To make automated decisions, such as when to launch more instances of a container, orchestration software like Kubernetes typically integrates directly with monitoring infrastructure. It also integrates with the various cloud service providers to request virtual machines or other services as needed. Other approaches to cloud computing like serverless functions delegate the entire scaling of a service in a container to the cloud infrastructure.

This kind of orchestration and auto-scaling infrastructure is also commonly used in large data processing and machine-learning jobs, where Kubernetes, tools build on Kubernetes like KubeFlow, and various competitors all offer solutions to automatically allocate resources for large model training jobs and elastically scaling model inference services.

Of course many modern tools to make decisions about when and how to reconfigure the system may rely on machine learning and artificial intelligence components, learning to scale the system just at the right time or optimizing the system to achieve service level objectives at the lowest cost. Earlier work was often discussed under the terms auto scaling or self-adaptive systems; more recently the term AIOps has been fashionable for systems using machine learning for automated decisions during operations.

Orchestration services come with substantial complexity and a steep learning curve.
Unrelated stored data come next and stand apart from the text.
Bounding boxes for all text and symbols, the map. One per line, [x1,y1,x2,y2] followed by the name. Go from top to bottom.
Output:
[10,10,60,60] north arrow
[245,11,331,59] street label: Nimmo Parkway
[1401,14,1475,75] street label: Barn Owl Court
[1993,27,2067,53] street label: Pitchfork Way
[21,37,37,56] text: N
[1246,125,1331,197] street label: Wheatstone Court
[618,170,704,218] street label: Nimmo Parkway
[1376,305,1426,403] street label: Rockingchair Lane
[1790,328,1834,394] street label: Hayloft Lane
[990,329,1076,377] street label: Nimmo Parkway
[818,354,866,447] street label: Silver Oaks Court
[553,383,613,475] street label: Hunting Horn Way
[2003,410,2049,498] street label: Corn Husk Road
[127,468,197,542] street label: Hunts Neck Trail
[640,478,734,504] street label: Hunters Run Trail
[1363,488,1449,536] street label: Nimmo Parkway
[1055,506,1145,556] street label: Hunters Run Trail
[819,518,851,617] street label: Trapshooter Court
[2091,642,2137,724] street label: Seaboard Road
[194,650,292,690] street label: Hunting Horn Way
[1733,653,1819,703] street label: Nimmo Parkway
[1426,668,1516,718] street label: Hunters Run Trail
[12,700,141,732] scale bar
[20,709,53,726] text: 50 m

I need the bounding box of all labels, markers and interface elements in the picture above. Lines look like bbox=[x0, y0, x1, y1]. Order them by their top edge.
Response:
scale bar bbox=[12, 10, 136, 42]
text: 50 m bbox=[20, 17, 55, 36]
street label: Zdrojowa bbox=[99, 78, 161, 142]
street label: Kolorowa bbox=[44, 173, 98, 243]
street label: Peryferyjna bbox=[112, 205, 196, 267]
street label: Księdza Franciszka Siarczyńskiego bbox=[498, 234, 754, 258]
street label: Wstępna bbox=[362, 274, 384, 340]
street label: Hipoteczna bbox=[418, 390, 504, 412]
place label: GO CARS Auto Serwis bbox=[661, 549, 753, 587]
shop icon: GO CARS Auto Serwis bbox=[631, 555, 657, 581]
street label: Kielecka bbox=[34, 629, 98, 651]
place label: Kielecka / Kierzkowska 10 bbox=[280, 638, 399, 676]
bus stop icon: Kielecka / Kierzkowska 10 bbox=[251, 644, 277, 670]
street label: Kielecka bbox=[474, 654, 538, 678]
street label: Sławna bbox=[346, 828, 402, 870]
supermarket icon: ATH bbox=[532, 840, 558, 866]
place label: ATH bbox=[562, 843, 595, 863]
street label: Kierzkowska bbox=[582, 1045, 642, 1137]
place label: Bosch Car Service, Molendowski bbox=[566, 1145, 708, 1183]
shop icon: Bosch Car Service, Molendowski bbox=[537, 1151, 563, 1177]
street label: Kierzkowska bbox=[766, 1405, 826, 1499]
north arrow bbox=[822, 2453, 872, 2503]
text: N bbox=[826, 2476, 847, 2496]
Most organizations benefit from delaying adoption until they really need to scale across many machines and need to frequently allocate and reallocate resources to various containers. Commercial cloud offerings often hide a lot of complexity, when buying into their specific infrastructure. While much investment into orchestration may be delayed until scale is really needed, designing the system architecture such that it can be scaled with more machines later, as discussed in chapter Scaling the System, will ease a migration to more sophisticated container and orchestration infrastructure once needed.

Elevating Data Engineering

Many modern systems move and store vast amounts of data and this is particularly common for ML-enabled systems where data is often central. Handling large amounts of data places particular emphasis on data storage and data processing systems (discussed in chapter Scaling the System).

Data engineers are specialists with expertise in big data systems, in the extraction of information from data from many sources, and in the movement of data through different systems. The role of data engineers becomes increasingly important. Data engineers contribute not only to the initial system development and to building data processing pipelines for machine-learning tasks, but usually also to the continuous operation of the system, as data drifts and both the rate of new data and the total amount of data continuously grow. For example, with large jobs that move big amounts of data into and out of data lakes, failures and inconsistencies grow more likely. Understanding the various data processing tools, data quality assurance tools, and data monitoring tools requires a substantial investment, but adopting such tools provides a valuable infrastructure in the long run. There are many tools established and emerging in this field, such as EvidentlyAI for data drift detection and Datafold for data regression testing. In our scenario, these kinds of tools might help data engineers detect when the blogging system is overwhelmed with a new kind of spam strategy or when a minor change to data cleaning code in the ML pipeline accidentally discards 90 percent of the spam detector’s training data.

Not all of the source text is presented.